The modification of proteins with a small regulatory protein called ubiquitin influences the majority of cellular functions and malfunction is implicated in many diseases. To capitalise on the therapeutic potential of regulating ubiquitination processes, we need to understand the mechanisms of the enzymes that catalyse it: E3 ubiquitin ligases. Researchers at the Crick characterise a previously unrecognised sub-family of ‘pseudoligases’, which lack key structural and catalytic features. These deviations mean that they cannot catalyse ubiquitination but instead appear to regulate active E3 ligases. Uncovering this unexpected evolutionary strategy takes us a step closer to understanding and manipulating the ubiquitin system.

Researchers at the Crick previously discovered that the tail of Influenza virus M2 (matrix 2) protein binds directly to the autophagy (self-eating) protein LC3, which becomes attached to membranes following collapse of pH gradients during infection. In this paper, the team describes a crystal structure of the M2 tail bound to LC3, and report that an unstructured region directly upstream of the interaction is a caspase cleavage motif. Caspases are proteases which can cleave cellular proteins during cell death. In this case, the paper shows that caspase cleavage of M2 disrupts the interaction between M2 and LC3. Functionally, this affects M2 transport to the plasma membrane for virion budding, also disrupts influenza from forming long filaments at the cell surface. This is speculated to be a mechanism to change the structure of virions during cell death, to one that does not require as many cellular resources.
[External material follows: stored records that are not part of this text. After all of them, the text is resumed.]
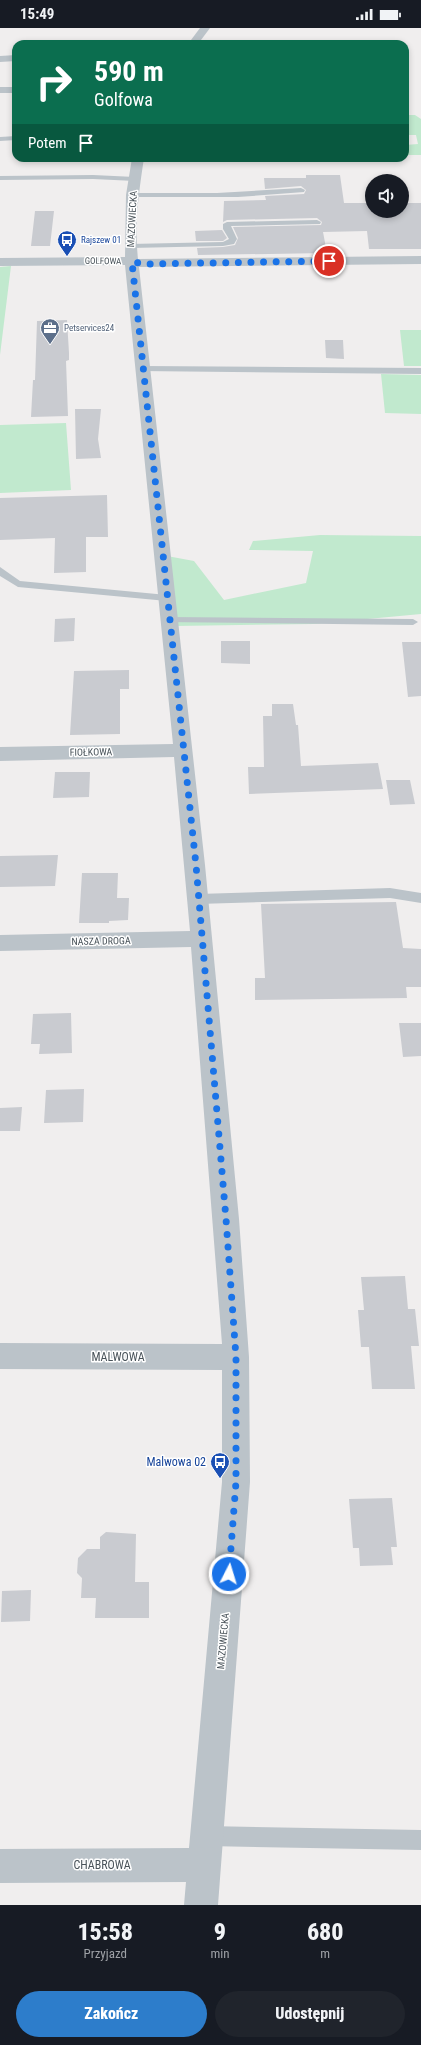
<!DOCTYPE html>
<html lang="pl">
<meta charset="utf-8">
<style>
:root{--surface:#171b24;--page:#20242c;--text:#f1f3f6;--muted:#9ea1a6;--accent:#2d7dcb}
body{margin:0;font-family:"Roboto Condensed",sans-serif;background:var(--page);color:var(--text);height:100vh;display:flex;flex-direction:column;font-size:15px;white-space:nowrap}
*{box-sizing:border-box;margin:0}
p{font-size:13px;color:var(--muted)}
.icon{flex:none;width:22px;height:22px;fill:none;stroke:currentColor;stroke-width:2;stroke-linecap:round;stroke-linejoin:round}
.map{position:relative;height:1877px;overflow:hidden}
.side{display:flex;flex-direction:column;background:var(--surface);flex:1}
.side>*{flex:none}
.guide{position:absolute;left:12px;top:12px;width:397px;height:122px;border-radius:12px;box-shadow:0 2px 6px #0003;background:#0b6e4f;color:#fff;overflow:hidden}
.buttons{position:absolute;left:365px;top:146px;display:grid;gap:8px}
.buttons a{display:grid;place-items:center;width:44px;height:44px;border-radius:50%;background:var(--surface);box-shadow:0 2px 6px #0003;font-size:20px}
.pin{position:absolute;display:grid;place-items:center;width:34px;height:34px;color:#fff;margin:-17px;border:2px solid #fff;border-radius:50%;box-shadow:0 1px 4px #0007}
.me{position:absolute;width:44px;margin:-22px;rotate:5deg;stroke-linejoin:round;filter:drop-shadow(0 0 3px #0008)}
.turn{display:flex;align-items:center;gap:14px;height:84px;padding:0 16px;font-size:18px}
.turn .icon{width:52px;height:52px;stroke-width:2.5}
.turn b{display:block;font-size:28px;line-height:34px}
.then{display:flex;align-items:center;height:38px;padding:0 16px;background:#0003;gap:8px;font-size:15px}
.eta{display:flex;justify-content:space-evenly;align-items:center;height:68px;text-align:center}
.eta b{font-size:24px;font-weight:800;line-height:28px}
.primary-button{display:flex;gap:8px;margin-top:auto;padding:8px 16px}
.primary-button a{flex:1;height:46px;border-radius:24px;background:var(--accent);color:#fff;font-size:16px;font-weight:800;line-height:46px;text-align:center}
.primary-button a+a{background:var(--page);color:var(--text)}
.status{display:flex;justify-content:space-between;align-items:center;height:28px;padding:0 20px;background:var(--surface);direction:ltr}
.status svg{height:11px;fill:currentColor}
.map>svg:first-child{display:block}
.green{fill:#c1e9ce}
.building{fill:#c9cbd0}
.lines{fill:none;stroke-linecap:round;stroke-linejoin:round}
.service{fill:#bbc3c9;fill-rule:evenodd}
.minor{fill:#bbc3c9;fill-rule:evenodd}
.route{stroke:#1a73e8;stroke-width:7;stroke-dasharray:0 12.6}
.labels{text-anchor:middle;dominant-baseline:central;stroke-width:3;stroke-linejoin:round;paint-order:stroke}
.far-transit-label{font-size:9px;fill:#164399;stroke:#fff;text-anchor:start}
.far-street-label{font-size:9px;fill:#485259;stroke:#fff}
.far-service-label{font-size:9px;fill:#4e5e75;stroke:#fff;text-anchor:start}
.street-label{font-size:10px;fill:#485259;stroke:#fff}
.near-street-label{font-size:12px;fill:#485259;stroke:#fff}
.near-transit-label{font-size:12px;fill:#164399;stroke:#fff;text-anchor:end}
</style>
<div class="status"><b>15:49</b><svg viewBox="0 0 49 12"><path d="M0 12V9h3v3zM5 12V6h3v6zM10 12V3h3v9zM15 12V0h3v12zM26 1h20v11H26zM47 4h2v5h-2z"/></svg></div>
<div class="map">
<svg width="421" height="1877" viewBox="0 0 421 1877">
<rect width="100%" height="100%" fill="#f0eeee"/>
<path class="green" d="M405 87H415L421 91V127H405V117L418 116 416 107H405Z
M11 238 0 327V239Z
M400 302H421V338H404Z
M381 346 421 347V386L385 385Z
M66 395 71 462 0 465V397Z
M320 507 421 508V586L314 596 175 598 167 528 194 533 224 572 306 555 313 523 249 522 253 513Z"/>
<path class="building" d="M306 147H340L344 175H372V183H402V175H421V221H369L367 203 323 204 327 225 198 227 197 220 223 219 235 217 238 210 233 199 321 197 322 194 317 190 227 192 223 194 224 173 266 172 265 168 304 166 306 162 301 158 265 161 264 150H306Z
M35 183H54L50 218H31Z
M222 202 227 210 223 213H196L195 203Z
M67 292 69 325V332L66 333 68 388 31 389 33 352H35L37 293Z
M325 312H343L344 331 326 330Z
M75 381H101L98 411 101 430 76 431Z
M107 467 108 509H86V544L54 545 55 510 0 512V470Z
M75 590 74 613 54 614 55 591Z
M221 613H250V636L221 635Z
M402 614H421V668L408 669Z
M129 642V661H120V706L70 707 74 643Z
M272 676H293L296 697H298L301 738 378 735 383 761 249 766 248 739H264L263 688H272Z
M55 744H90L89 769 53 770Z
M386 752H410L415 776 390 777Z
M58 827 55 858 0 859V828Z
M82 845H118L117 870H129L128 892 109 893V895H79Z
M396 874 403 920 421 921V959H406L407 970 255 972V950H265L261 876Z
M71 985 72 1025 39 1026 40 1016H31L33 986Z
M399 995H421V1028L403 1029Z
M84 1061 83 1094 44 1095 46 1062Z
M22 1079 20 1103H0V1080Z
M405 1248 408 1281H415L419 1318H411L415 1361H372L369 1319H361L358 1282H364L361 1249Z
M392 1470 397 1519H391L393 1537 360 1538 359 1520H353L349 1471Z
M106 1504 136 1506 135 1554H149V1590H95L96 1570H81L82 1550 77 1545 78 1530 87 1521H100V1509Z
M31 1562 30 1593 1 1594 2 1563Z"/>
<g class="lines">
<path class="service" d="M16 108V112L0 113V109Z
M93 147 135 149 139 151 135 153 93 151 0 152V148Z
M301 160 305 162 304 164 238 169H132L128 167 132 165H217Z
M317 192 321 194 320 196 231 198 237 211 234 216 223 218 130 220 126 218 130 216 223 214 229 211 223 201V196L227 194Z
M142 338 421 340V346L139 343V339Z
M0 539 20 553 167 567 172 570 167 573 18 559 0 548Z
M168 589 413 591 418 594 413 597 164 594 163 592 164 590Z
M390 860 421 865V875L390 870 198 876 194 874 192 871 194 868 198 866Z
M207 1798 421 1802V1822L207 1818 200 1815 197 1808 200 1801Z"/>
<path class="minor" d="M200 0H210L198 16H188Z
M16 27V33L0 34V28Z
M0 59H16V65H0Z
M132 130H144C139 163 134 197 138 231L421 228V236L139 239 205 837 239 1191 249 1329 250 1454 218 1877H184L186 1854 0 1855V1821L189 1820 222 1454V1342L0 1341V1315L222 1316 191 919 0 923V907L190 903 174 729 0 733V719L173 716 125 237 0 238V230L125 229 126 167Z"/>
</g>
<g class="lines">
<path class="route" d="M229 1546 236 1454V1329L226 1191 196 837 132 234 145 236 329 233"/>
</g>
<defs>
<symbol id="bus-pin" viewBox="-11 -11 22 30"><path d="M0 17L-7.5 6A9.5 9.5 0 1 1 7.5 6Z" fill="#1a4fb4" stroke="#fff"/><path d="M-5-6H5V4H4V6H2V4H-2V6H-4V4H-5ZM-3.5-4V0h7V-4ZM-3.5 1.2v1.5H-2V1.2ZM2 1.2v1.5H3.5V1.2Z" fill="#fff"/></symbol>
<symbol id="office-pin" viewBox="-11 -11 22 30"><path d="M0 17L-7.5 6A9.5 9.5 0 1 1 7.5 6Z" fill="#5c6f8a" stroke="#fff"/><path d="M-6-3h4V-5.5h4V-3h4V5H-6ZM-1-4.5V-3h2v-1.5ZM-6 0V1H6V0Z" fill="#fff"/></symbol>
</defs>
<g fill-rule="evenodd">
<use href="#bus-pin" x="56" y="201" width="22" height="30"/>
<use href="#office-pin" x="39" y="289" width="22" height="30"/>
<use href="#bus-pin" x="209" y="1423" width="22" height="30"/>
</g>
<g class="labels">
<g class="far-transit-label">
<text x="81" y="212">Rajszew 01</text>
</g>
<g class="far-street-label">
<text transform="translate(103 233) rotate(1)">GOLFOWA</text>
</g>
<g class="far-service-label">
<text x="64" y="300">Petservices24</text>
</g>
<g class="street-label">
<text transform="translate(132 191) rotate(-87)">MAZOWIECKA</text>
<text transform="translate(91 724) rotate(-1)">FIOŁKOWA</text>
<text transform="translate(101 913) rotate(-1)">NASZA DROGA</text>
<text transform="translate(223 1613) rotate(-85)">MAZOWIECKA</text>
</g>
<g class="near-street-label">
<text x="118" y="1329">MALWOWA</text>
<text x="102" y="1837">CHABROWA</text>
</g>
<g class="near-transit-label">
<text x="206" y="1434">Malwowa 02</text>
</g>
</g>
</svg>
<div class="buttons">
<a><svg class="icon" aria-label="sound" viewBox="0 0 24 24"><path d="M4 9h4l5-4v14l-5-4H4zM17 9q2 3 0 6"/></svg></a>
</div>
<div class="pin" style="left:329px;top:233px;background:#d93025"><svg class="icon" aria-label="arrive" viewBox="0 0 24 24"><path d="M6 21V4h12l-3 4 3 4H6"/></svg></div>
<svg class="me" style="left:229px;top:1546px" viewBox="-20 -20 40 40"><circle r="17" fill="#1a73e8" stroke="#fff" stroke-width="3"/><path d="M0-11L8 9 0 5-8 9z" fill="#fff"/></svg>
<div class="guide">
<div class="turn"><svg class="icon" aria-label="right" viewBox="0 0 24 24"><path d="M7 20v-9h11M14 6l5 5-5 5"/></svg><div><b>590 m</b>Golfowa</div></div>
<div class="then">Potem<svg class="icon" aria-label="arrive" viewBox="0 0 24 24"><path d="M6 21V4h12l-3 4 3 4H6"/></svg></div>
</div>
</div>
<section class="side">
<div class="eta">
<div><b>15:58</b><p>Przyjazd</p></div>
<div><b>9</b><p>min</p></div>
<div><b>680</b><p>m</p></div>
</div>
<div class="primary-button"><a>Zakończ</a><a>Udostępnij</a></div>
</section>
Small molecule probes offer powerful tools for the study of biological systems and can serve as starting points for the development of therapeutics. The vast majority of human proteins lack such chemical tools, which hinders our ability to explore their function in the context of health and disease. Screening libraries of “reactive fragments”, small molecules that form covalent bonds with their protein targets, by mass spectrometry enables the discovery of new ligands in the native cellular environment. Together with GSK as part of the Crick-GSK Biomedical LinkLabs Prosperity Partnership, researchers at the Crick have developed a robust and versatile proteomics platform for profiling of cysteine-reactive fragments against the native proteome and have identified hundreds of new protein-ligand interactions for probe development.

Covalent drugs - which bind irreversibly to their targets - have increased potency and reduce the frequency a dose must be taken. However, it's challenging to design peptide inhibitors for enzymes, let alone to further alter them to contain a reactive group which will form a covalent bond to the enzyme. Researchers at the Crick used a specialised screening system called RaPID to identify irreversible, high affinity binders for a target of interest. This enabled them to go from a library of 1 trillion peptides down to an enriched library of peptides that tightly bind to a protein target. They incorporated unnatural amino acids with an irreversibly-binding 'warhead' into the peptide library, which enabled covalent binding to the target. The new system was used to identify several covalent peptides which tightly bind to the protein target PADI4, which is misregulated in rheumatoid arthritis, lupus and several cancers. These peptides, which also inhibit PADI4 activity, could form the basis of drugs for these diseases.

Microglia are important in maintaining the healthy brain but can contribute to nerve damage in amyotrophic lateral sclerosis (ALS) through largely unknown mechanisms. Researchers at the Crick studied microglia derived from human stem cells carrying ALS-causing mutations in the VCP gene. They compared ALS microglia to healthy microglia, before and after inducing inflammatory responses using a bacterial toxin called lipopolysaccharide (LPS). The VCP mutant microglia displayed different activation of inflammatory pathways compared to the healthy microglia. Mutant microglia also showed similar altered gene expression in a mouse model of ALS and postmortem tissue from people with sporadic ALS. VCP-mutant microglia also showed dysfunction independent of a gene called GPNMB, which was thought to play a role in ALS, and also induced specific responses in neighbouring nerve cells and another type of glia called astrocytes.